Input data:
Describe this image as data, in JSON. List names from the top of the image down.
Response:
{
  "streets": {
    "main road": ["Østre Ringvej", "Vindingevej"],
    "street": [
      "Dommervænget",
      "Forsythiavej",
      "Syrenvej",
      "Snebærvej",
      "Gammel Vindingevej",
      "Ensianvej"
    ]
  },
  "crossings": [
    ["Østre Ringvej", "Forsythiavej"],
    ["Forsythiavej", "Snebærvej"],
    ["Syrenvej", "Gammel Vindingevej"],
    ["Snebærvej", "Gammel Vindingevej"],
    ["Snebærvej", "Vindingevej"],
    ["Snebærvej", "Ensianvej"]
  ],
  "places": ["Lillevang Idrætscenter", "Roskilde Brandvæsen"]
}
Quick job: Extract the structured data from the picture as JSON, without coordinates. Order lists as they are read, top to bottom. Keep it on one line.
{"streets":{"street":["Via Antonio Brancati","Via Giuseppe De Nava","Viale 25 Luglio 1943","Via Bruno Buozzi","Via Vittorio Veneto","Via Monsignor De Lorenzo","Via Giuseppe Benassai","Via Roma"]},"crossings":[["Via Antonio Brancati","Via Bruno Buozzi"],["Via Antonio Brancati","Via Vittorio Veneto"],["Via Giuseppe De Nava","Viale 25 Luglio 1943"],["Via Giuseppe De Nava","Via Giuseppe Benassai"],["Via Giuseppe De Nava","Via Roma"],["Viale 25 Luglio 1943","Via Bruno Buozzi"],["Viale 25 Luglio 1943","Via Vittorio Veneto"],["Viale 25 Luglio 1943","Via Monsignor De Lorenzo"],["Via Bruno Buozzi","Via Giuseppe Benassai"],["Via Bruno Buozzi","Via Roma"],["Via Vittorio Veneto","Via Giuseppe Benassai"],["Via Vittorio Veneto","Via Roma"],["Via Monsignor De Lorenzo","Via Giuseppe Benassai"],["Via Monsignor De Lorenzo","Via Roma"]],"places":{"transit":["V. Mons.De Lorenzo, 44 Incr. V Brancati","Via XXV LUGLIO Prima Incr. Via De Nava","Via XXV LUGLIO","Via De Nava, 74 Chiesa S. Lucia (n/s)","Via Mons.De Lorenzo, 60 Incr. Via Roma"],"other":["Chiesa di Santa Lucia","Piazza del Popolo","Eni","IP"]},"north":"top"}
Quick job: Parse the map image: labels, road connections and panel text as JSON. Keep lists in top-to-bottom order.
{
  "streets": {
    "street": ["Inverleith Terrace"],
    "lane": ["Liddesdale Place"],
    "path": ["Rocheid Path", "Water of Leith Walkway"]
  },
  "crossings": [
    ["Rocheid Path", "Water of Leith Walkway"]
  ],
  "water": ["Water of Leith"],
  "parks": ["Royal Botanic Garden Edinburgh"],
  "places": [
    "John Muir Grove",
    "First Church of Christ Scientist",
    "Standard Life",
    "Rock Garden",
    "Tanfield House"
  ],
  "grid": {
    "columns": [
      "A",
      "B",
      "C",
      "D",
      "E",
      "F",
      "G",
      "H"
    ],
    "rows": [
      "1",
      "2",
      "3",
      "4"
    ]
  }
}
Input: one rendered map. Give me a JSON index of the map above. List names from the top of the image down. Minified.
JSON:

Work task:
Copy each entry exactly, with nothing added or dropped.

Solution for this exercise:
Describe this image as data, in JSON. List names from the top of the image down.
Response:
{
  "streets": {
    "main road": ["Østre Ringvej", "Vindingevej"],
    "street": [
      "Dommervænget",
      "Forsythiavej",
      "Syrenvej",
      "Snebærvej",
      "Gammel Vindingevej",
      "Ensianvej"
    ]
  },
  "crossings": [
    ["Østre Ringvej", "Forsythiavej"],
    ["Forsythiavej", "Snebærvej"],
    ["Syrenvej", "Gammel Vindingevej"],
    ["Snebærvej", "Gammel Vindingevej"],
    ["Snebærvej", "Vindingevej"],
    ["Snebærvej", "Ensianvej"]
  ],
  "places": ["Lillevang Idrætscenter", "Roskilde Brandvæsen"]
}
Quick job: Extract the structured data from the picture as JSON, without coordinates. Order lists as they are read, top to bottom. Keep it on one line.
{"streets":{"street":["Via Antonio Brancati","Via Giuseppe De Nava","Viale 25 Luglio 1943","Via Bruno Buozzi","Via Vittorio Veneto","Via Monsignor De Lorenzo","Via Giuseppe Benassai","Via Roma"]},"crossings":[["Via Antonio Brancati","Via Bruno Buozzi"],["Via Antonio Brancati","Via Vittorio Veneto"],["Via Giuseppe De Nava","Viale 25 Luglio 1943"],["Via Giuseppe De Nava","Via Giuseppe Benassai"],["Via Giuseppe De Nava","Via Roma"],["Viale 25 Luglio 1943","Via Bruno Buozzi"],["Viale 25 Luglio 1943","Via Vittorio Veneto"],["Viale 25 Luglio 1943","Via Monsignor De Lorenzo"],["Via Bruno Buozzi","Via Giuseppe Benassai"],["Via Bruno Buozzi","Via Roma"],["Via Vittorio Veneto","Via Giuseppe Benassai"],["Via Vittorio Veneto","Via Roma"],["Via Monsignor De Lorenzo","Via Giuseppe Benassai"],["Via Monsignor De Lorenzo","Via Roma"]],"places":{"transit":["V. Mons.De Lorenzo, 44 Incr. V Brancati","Via XXV LUGLIO Prima Incr. Via De Nava","Via XXV LUGLIO","Via De Nava, 74 Chiesa S. Lucia (n/s)","Via Mons.De Lorenzo, 60 Incr. Via Roma"],"other":["Chiesa di Santa Lucia","Piazza del Popolo","Eni","IP"]},"north":"top"}
Quick job: Parse the map image: labels, road connections and panel text as JSON. Keep lists in top-to-bottom order.
{
  "streets": {
    "street": ["Inverleith Terrace"],
    "lane": ["Liddesdale Place"],
    "path": ["Rocheid Path", "Water of Leith Walkway"]
  },
  "crossings": [
    ["Rocheid Path", "Water of Leith Walkway"]
  ],
  "water": ["Water of Leith"],
  "parks": ["Royal Botanic Garden Edinburgh"],
  "places": [
    "John Muir Grove",
    "First Church of Christ Scientist",
    "Standard Life",
    "Rock Garden",
    "Tanfield House"
  ],
  "grid": {
    "columns": [
      "A",
      "B",
      "C",
      "D",
      "E",
      "F",
      "G",
      "H"
    ],
    "rows": [
      "1",
      "2",
      "3",
      "4"
    ]
  }
}
Input: one rendered map. Give me a JSON index of the map above. List names from the top of the image down. Minified.
JSON:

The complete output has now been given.